YOUR INSTRUCTIONS -
Go through the listing below and return each line that includes "direction".

(Beginning of EXTRACTED DATA)

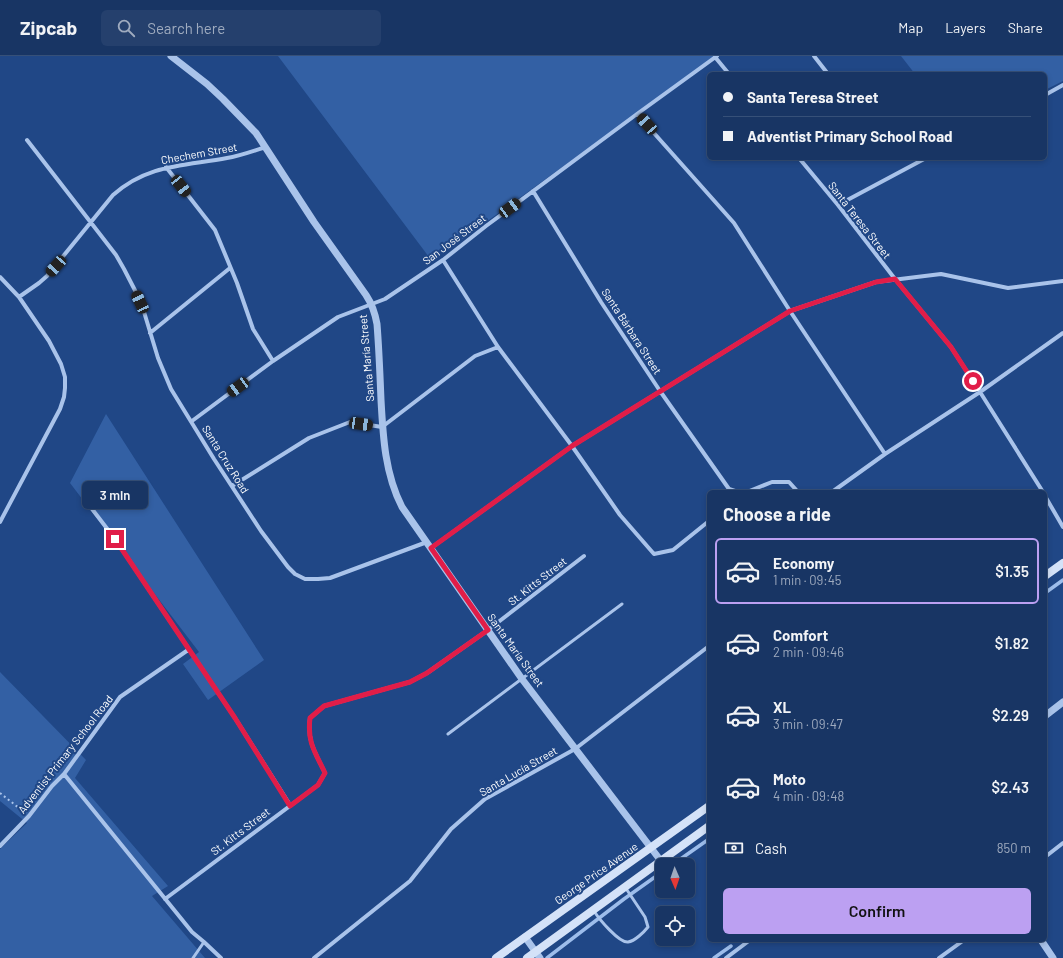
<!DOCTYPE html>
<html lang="en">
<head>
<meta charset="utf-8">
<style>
  :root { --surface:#183564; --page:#25406d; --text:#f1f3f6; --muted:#9fabbf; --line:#365078; --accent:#bca0f2 }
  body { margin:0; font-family:Barlow,sans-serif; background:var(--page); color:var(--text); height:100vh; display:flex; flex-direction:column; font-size:15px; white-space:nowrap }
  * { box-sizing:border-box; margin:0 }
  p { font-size:13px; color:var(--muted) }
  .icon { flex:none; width:22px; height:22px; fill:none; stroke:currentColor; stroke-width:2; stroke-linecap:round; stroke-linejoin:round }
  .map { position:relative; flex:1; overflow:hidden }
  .drawer { position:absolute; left:707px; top:434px; width:340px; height:452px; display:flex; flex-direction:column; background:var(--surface); border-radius:6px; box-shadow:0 2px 6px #0003,0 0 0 1px var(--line) }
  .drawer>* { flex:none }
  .hud { position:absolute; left:707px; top:16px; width:340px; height:88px; border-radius:6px; box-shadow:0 2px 6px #0003,0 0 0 1px var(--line); display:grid; align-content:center; height:88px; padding:0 16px; background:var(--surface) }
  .needle { width:26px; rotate:178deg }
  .controls { position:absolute; left:655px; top:802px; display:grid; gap:8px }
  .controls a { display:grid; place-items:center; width:40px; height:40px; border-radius:6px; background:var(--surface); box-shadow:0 2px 6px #0003,0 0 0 1px var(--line); font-size:20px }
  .end { position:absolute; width:18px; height:18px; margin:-9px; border:5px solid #e11d48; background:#fff; box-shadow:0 0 0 2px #fff }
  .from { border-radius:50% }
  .bubble { position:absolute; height:28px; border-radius:6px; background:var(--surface); box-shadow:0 2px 6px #0003,0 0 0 1px var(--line); font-size:13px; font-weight:600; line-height:28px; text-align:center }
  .car { position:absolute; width:12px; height:24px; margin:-12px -6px; border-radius:5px; box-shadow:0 0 3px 1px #0007; background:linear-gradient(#222 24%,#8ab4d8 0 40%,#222 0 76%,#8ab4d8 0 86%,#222 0) }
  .hud b { display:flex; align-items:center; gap:14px; height:38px; font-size:15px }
  .hud b+b { border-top:1px solid var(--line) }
  .hud i { width:10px; height:10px; background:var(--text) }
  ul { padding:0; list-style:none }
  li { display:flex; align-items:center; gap:12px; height:66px; margin:0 8px 6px; padding:0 8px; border:2px solid transparent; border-radius:6px }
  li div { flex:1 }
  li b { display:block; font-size:15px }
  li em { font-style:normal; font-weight:600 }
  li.on { border-color:var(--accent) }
  li>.icon { width:36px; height:36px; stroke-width:1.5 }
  h2 { padding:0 16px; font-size:18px; line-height:48px }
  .pay { display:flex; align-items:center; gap:10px; height:44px; padding:0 16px; font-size:15px }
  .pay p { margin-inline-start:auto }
  .button { display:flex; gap:8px; margin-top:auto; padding:8px 16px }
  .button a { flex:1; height:46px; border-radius:6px; background:var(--accent); color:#111; font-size:16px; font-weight:600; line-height:46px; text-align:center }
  header { display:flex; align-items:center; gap:24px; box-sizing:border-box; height:56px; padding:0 20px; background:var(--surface); border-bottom:1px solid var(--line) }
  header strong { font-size:19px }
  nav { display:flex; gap:22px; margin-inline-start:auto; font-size:14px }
  .search { width:280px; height:36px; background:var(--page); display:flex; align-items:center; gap:10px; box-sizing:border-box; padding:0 14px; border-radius:6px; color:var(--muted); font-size:15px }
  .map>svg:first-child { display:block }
  .green { fill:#3360a4 }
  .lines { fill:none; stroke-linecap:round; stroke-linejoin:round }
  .stream { stroke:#9dbdeb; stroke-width:3.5 }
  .path { stroke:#a9c3ea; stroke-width:2; stroke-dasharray:2 3; stroke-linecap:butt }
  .service { stroke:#a9c3ea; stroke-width:3 }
  .minor { stroke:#a9c3ea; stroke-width:4 }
  .tertiary { stroke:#a9c3ea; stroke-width:7 }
  .secondary { stroke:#d4e2f8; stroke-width:8 }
  .route { stroke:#e11d48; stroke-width:5 }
  .labels { text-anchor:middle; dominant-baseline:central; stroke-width:4; stroke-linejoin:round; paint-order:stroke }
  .street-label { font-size:11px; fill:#fff; stroke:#204786 }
</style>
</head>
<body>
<header>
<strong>Zipcab</strong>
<div class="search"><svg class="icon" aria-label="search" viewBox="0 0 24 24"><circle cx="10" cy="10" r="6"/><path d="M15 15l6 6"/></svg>Search here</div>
<nav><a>Map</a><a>Layers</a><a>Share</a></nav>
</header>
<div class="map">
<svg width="1063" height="902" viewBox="0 0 1063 902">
  <rect width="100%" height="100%" fill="#204786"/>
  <path class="green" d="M278,0H716L432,205Z
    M901,0H1063V25L1045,34V18H915Z
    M106,358L264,604L208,644L183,608L199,596L70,427Z
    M0,616L86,704L75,722L168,830L152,840L205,902H0V793L27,767L0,745Z"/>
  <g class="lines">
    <path class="stream" d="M1045,537L1063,524
      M672,809L709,783
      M547,902L624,843L662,816
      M714,902L731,890"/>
    <path class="path" d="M0,737L24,756"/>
    <path class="service" d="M448,678L622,548
      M594,855C599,863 619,887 628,886C635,885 644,876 648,871L645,861L625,831
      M193,902L204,886"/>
    <path class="minor" d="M814,0L828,18
      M715,1L729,18
      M1045,39L1063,29
      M637,58L734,167L790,255L885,398
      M27,84L116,199L124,213L141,246L158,302L171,333L214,403L261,475L288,511L295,518L305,523H318L330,522L427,486
      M799,102L838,149L895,223L951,291L980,336L1043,436
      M166,111L215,174L237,227L253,273L273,305
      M533,135L601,246L660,335L729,433L738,436
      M838,149L926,102
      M443,204L498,291L572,390L620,459L654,498L673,494L709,465
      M0,221L19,241L49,285L61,308L65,321V332L64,341L60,353L0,466
      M19,241L39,227L47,220L113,139C148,108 184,110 227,102C240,100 253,95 266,91
      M150,277L230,212
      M192,365L273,305L338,261L385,243L443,204L486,170L637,58L717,0
      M232,430L309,382L350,366L382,371L475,300L498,291
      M747,436L772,426H789L798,436
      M832,436L885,398L980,336L1063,277
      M1045,440L1063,471
      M89,449L115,483L235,662L290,749
      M431,492L572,390L790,255L876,226L941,218L1008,232L1063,225
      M64,718L192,876L204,886L221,902
      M0,790L29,760L52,730L64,718L120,641L188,594
      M1045,801L1063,787
      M165,843L318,729L325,717C315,696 307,686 310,662L324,650L410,626L427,617L488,574L584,500
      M314,902L410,825L451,773L485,743L575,693L709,590
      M726,902L750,884
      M939,902L964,884"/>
    <path class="tertiary" d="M171,0L207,28L223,43L256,77L314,166L366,239C372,248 375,257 377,268C379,293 380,319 381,344C383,381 385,418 402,451L522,623L661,805
      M1045,660L1063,646
      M525,881L540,902
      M1041,884L1053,902"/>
    <path class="secondary" d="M1045,520L1063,507
      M496,902L709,750
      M527,902L709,770"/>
  </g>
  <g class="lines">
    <path class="route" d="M115,483L235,662L290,750L318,729L325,717C315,696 307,686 310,662L324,650L410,626L427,617L488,574L431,492L572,390L790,255L876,226L895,223L951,291L973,325"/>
  </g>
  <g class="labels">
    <g class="street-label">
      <text transform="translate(199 97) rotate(-10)">Chechem Street</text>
      <text transform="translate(860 164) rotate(52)">Santa Teresa Street</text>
      <text transform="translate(454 183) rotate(-37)">San José Street</text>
      <text transform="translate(632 275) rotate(57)">Santa Bárbara Street</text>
      <text transform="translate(366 302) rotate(-95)">Santa María Street</text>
      <text transform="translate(226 403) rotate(58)">Santa Cruz Road</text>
      <text transform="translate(537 525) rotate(-38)">St. Kitts Street</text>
      <text transform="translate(516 594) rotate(54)">Santa María Street</text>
      <text transform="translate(65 698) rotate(-52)">Adventist Primary School Road</text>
      <text transform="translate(518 715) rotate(-30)">Santa Lucía Street</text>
      <text transform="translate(240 775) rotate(-37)">St. Kitts Street</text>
      <text transform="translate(596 817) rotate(-35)">George Price Avenue</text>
    </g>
  </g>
</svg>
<div class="controls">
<a><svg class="needle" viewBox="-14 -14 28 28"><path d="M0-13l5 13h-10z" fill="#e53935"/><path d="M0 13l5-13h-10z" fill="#9fabbf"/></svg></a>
<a><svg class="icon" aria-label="locate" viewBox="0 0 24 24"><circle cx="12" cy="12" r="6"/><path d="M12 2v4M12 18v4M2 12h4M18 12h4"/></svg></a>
</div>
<i class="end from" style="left:973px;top:325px"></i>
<i class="end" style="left:115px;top:483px"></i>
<div class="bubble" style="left:82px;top:425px;width:66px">3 min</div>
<i class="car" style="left:647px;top:68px;rotate:318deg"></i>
<i class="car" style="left:181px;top:130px;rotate:142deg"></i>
<i class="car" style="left:510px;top:152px;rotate:54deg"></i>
<i class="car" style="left:56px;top:210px;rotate:222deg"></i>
<i class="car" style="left:140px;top:246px;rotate:335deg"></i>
<i class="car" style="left:238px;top:331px;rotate:234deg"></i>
<i class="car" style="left:361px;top:368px;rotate:98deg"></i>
<div class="hud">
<b><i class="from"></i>Santa Teresa Street</b>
<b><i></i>Adventist Primary School Road</b>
</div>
<section class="drawer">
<h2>Choose a ride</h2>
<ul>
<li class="on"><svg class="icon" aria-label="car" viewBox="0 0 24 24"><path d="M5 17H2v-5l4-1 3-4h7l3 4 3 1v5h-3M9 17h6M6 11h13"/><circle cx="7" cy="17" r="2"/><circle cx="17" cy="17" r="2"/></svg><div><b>Economy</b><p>1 min · 09:45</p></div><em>$1.35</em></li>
<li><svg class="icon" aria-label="car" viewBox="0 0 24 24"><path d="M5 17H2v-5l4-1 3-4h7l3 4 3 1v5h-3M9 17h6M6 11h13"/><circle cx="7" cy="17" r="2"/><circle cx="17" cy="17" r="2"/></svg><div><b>Comfort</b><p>2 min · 09:46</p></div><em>$1.82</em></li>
<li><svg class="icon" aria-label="car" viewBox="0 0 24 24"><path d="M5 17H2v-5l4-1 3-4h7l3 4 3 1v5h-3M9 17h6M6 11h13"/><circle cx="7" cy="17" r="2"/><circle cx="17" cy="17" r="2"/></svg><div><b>XL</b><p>3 min · 09:47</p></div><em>$2.29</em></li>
<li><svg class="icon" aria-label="car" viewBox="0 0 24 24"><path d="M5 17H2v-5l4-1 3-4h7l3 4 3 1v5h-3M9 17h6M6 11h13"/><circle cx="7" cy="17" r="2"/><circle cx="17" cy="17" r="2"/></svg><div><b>Moto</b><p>4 min · 09:48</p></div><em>$2.43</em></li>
</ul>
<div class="pay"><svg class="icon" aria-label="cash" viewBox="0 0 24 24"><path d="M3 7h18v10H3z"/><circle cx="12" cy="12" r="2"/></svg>Cash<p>850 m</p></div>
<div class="button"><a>Confirm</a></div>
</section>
</div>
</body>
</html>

(End of EXTRACTED DATA)

EXERCISE OUTPUT -
  body { margin:0; font-family:Barlow,sans-serif; background:var(--page); color:var(--text); height:100vh; display:flex; flex-direction:column; font-size:15px; white-space:nowrap }
  .drawer { position:absolute; left:707px; top:434px; width:340px; height:452px; display:flex; flex-direction:column; background:var(--surface); border-radius:6px; box-shadow:0 2px 6px #0003,0 0 0 1px var(--line) }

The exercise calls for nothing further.